Nel 1936 riuscì a lasciare l’URSS per Parigi ed entrò in contatto con i comunisti spagnoli del POUM (Partito operaio di unificazione marxista, composto di dissidenti staliniani e trotzkysti)), poi decise di partire per la Spagna e partecipare alla guerra civile in corso. Così scrisse in quel periodo ad un suo amico:

“Non sono più comunista. Ho lasciato la Russia e sono venuto in Spagna perché voglio combattere per la causa antifascista, ma con i comunisti non ho più nulla da spartire. Sono pilota aviatore: se posso esservi utile…

Ma il POUM, assieme agli anarchici del FAI (Federazione anarchica iberica) e del CNT (Confederazione nazionale del lavoro), verrà preso di mira nei giorni della guerra dagli stalinisti del PCE (Partito comunista di Spagna) e del PSUC (Partito socialista unificato della Catalogna) e accusato di non essere in linea con l’Internazionale Comunista. Agenti segreti sovietici dell’NKVD determineranno così una lotta intestina alle forze antifranchiste e, spaccando di fatto il fronte unico, favoriranno la vittoria del golpe falangista di Francisco Franco contro la Repubblica spagnola e l’assassinio di molti antisovietici.

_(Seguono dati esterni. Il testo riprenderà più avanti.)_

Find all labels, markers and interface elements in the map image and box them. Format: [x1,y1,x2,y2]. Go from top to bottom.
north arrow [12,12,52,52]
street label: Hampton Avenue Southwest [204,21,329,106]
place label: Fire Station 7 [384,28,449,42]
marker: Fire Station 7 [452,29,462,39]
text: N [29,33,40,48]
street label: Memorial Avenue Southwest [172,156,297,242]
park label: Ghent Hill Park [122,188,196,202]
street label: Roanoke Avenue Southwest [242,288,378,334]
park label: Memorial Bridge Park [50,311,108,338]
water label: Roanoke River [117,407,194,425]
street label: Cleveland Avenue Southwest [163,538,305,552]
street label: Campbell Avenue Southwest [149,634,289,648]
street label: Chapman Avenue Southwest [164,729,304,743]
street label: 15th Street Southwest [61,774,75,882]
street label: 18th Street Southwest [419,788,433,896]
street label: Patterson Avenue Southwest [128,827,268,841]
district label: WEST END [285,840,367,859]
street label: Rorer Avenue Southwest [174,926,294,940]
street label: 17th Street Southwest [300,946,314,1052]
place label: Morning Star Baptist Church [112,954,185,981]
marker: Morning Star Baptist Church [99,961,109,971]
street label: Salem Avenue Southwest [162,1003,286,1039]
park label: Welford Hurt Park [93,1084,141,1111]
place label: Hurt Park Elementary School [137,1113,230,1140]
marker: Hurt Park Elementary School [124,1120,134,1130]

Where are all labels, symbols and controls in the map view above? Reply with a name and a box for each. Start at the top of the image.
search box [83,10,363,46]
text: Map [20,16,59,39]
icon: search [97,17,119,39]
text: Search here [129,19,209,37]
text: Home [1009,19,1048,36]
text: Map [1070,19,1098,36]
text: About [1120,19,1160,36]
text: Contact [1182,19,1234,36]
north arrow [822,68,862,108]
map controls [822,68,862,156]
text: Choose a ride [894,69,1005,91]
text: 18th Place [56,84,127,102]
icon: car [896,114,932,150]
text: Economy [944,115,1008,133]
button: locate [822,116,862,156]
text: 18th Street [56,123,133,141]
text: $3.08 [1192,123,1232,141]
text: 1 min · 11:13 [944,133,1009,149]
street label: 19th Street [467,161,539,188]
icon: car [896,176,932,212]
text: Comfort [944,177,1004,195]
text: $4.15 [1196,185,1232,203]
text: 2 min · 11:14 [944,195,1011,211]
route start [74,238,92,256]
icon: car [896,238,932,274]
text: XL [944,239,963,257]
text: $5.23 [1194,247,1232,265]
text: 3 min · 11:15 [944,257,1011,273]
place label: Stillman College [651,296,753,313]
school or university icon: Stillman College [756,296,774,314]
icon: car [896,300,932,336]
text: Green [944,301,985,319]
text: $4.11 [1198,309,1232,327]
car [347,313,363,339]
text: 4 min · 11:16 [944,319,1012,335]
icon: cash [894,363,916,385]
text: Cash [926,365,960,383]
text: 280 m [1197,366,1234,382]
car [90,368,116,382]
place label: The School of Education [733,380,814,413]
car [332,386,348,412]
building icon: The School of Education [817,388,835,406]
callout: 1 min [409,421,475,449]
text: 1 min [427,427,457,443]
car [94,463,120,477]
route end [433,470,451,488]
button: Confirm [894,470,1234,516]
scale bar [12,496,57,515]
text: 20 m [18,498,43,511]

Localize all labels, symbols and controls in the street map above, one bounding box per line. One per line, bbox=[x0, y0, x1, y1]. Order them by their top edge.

I contatti di Picelli con il POUM sicuramente misero in moto piani e intrighi di cui forse in parte si rese conto e preferì così aderire come volontario alle Brigate Internazionali (unità militari costituite da gruppi di volontari stranieri per appoggiare l’esercito della Repubblica spagnola contro Franco; tra le file delle Brigate combatterono molti antifascisti italiani tra cui CARLO ROSSELLI). Picelli assunse il comando del IX° battaglione che arriverà a contare 500 miliziani e con essi vincerà molte battaglie, ma una gli costerà la vita.

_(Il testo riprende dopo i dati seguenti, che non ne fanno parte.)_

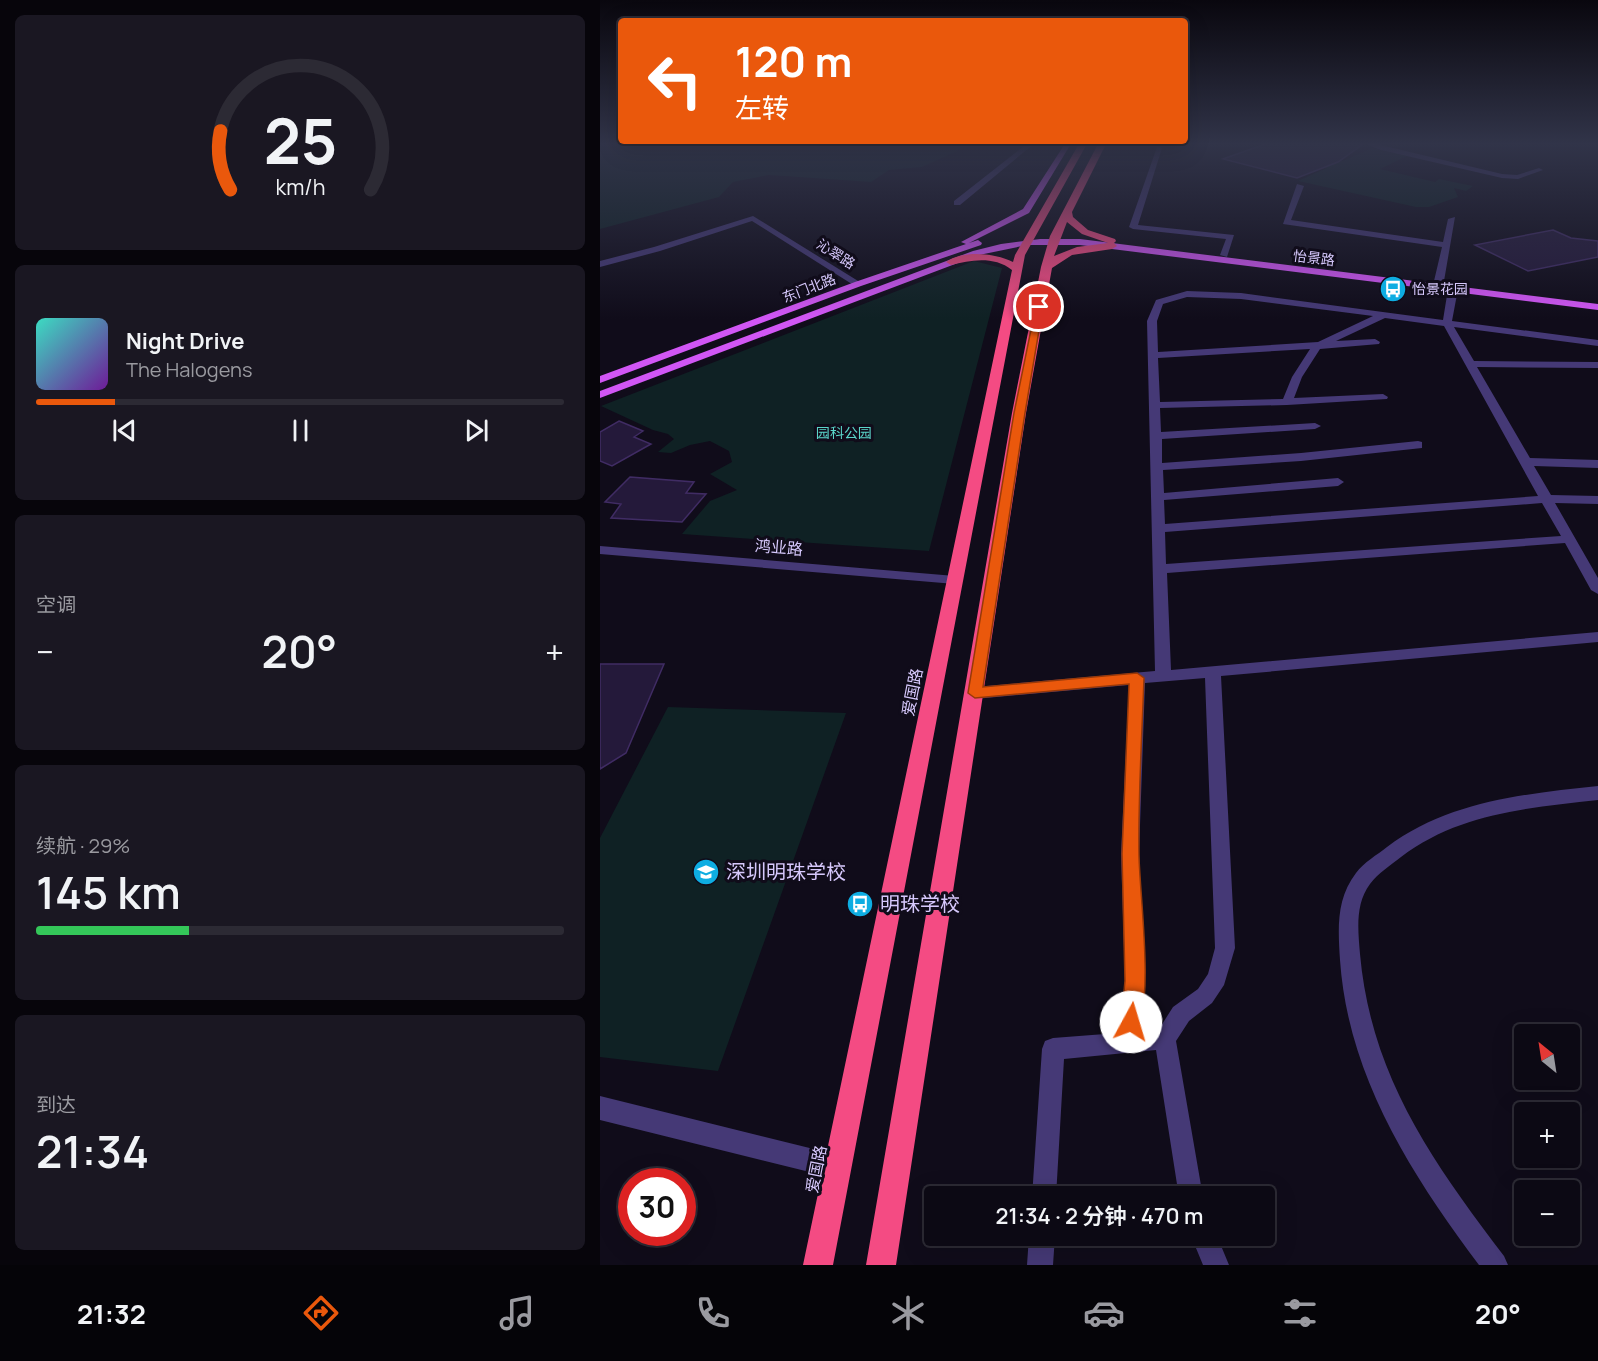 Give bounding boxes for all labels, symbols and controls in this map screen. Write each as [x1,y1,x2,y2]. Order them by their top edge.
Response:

Funerale di Picelli a Barcellona nel 1937

Picelli venne ucciso il 5 gennaio 1937 sul fronte di Siguenza, vicino Guadalajara, colpito da un proiettile alle spalle. La notizia si diffuse rapidamente e dove poi passò la salma ( Madrid, Valencia e Barcellona) si organizzarono dei funerali di Stato che si trasformarono in immense manifestazioni antifasciste. Picelli venne sepolto sul Montjuic a Barcellona ma la sua tomba ( sulla lapide c’era scritto: All’eroe della barricate di Parma) fu distrutta dai franchisti nel 1939: i suoi resti furono trasferiti in un ossario comune insieme a quelli di altri caduti nella guerra civile spagnola e se ne persero le tracce.

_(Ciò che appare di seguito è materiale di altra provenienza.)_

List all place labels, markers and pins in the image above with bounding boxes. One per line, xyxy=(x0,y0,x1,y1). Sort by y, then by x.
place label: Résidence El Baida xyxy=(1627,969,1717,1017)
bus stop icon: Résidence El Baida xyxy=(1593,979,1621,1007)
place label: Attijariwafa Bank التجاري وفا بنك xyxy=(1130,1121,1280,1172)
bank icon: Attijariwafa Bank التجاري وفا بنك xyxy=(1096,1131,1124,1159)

Oggi la versione più condivisa dagli storici è che Picelli sia stato ucciso alle spalle da agenti stalinisti ed anche il regista Giancarlo Bocchi, autore del film-documentario Il Ribelle (2011) dedicato alla vita di Picelli, sposa questa tesi. Durante la Resistenza in Italia il nome di Picelli divenne un simbolo per tanti partigiani. A Parma venne formato il Battaglione Picelli e in  Friuli vennero formate la divisione Picelli-Tagliamento e la 157ª Brigata Garibaldi a lui intitolata.